Daha deprem felaketinin yaralarını saramadan bir de sel felaketi
yaşadık. Ardı ardına yaşadığımız felaketler nedeniyle hepimizin
kaygı seviyesi yükseldi. Sürekli "Başımıza bir felaket gelir mi
acaba?" sorusu beynimizi meşgul ediyor. Şahit olduklarımız göz
önüne alındığında normal bir süreçten geçiyoruz. Ancak aşırı kaygı
fiziksel sağlık sorunlarını tetikleyebilir. Bu nedenle kaygınızı
kontrol altına almayı öğrenmeniz gerekir.

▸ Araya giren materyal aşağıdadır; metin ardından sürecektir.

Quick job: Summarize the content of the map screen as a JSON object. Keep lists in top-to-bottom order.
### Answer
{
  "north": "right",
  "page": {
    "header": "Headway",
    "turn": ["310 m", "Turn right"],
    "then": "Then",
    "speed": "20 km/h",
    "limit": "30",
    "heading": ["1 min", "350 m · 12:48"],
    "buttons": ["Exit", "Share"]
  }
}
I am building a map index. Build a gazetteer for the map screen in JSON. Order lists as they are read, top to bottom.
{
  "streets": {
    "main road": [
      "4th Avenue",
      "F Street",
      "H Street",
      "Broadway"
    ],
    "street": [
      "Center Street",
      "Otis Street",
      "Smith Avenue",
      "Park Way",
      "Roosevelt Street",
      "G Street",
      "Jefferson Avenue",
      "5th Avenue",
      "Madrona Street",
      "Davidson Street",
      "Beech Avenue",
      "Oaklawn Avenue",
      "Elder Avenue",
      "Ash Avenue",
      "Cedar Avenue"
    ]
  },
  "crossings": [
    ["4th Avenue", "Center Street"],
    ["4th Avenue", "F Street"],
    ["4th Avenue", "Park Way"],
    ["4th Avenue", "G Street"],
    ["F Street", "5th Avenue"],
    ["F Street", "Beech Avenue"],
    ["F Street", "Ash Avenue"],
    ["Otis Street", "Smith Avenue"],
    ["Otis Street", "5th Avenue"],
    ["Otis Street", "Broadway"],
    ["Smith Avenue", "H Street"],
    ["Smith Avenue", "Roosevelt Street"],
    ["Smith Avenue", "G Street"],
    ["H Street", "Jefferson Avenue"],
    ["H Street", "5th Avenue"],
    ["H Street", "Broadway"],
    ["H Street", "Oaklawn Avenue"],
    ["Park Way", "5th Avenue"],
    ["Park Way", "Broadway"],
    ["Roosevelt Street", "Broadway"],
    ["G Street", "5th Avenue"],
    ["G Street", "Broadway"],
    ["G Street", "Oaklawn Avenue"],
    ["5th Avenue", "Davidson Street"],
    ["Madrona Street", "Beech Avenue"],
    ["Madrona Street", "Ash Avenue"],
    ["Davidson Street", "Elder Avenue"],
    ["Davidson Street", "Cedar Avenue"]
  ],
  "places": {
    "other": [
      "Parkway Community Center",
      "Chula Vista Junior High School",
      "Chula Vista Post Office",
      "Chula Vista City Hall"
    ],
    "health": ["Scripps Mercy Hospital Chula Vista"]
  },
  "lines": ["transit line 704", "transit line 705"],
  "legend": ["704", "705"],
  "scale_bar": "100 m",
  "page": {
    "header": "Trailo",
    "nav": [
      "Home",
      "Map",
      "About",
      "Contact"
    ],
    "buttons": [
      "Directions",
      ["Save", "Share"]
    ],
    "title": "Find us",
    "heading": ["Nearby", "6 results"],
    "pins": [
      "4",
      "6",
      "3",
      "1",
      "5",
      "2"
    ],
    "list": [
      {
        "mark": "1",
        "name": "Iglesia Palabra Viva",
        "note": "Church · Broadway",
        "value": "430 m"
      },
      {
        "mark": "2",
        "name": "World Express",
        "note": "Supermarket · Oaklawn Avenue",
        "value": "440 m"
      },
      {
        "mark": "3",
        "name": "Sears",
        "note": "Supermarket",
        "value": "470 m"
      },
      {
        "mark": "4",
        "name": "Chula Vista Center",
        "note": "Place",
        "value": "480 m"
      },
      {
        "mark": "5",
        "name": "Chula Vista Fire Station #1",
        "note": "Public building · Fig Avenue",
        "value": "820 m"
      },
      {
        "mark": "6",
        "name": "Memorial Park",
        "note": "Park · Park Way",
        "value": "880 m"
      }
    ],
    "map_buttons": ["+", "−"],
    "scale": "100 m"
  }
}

FİZİKSEL BELİRTİLERLE GÖRÜLÜR
Aşırı kaygı hali yani anksiyete, sinirlilik, huzursuzluk, dikkat
dağınıklığı, diş sıkma gibi duygusal belirtilerinin yanında ağız
kuruluğu, mide bulantısı ve terleme gibi fiziksel belirtilerle
birlikte görülür. Kişiye göre değişse de çok yüksek kaygı seviyesi
normal yaşamı zorlaştıran fiziksel belirtileri de ortaya
çıkarabilir. Derin kaygı, baş dönmesi ve ishalden nefessiz
kalmanıza neden olan kalp çarpıntılı paniğe kadar her şeyi
tetikleyebilir ve bu belirtiler gerçekten kötü bir şeyler olacağı
korkusuna neden olabilir. Aslında sorun fiziksel belirtiler değil.
Bunlar vücudun kaygıya verdiği yanıt. Bu belirtilerin tehlikeli
olmadığını bilmeli ve başa çıkmayı öğrenmelisiniz.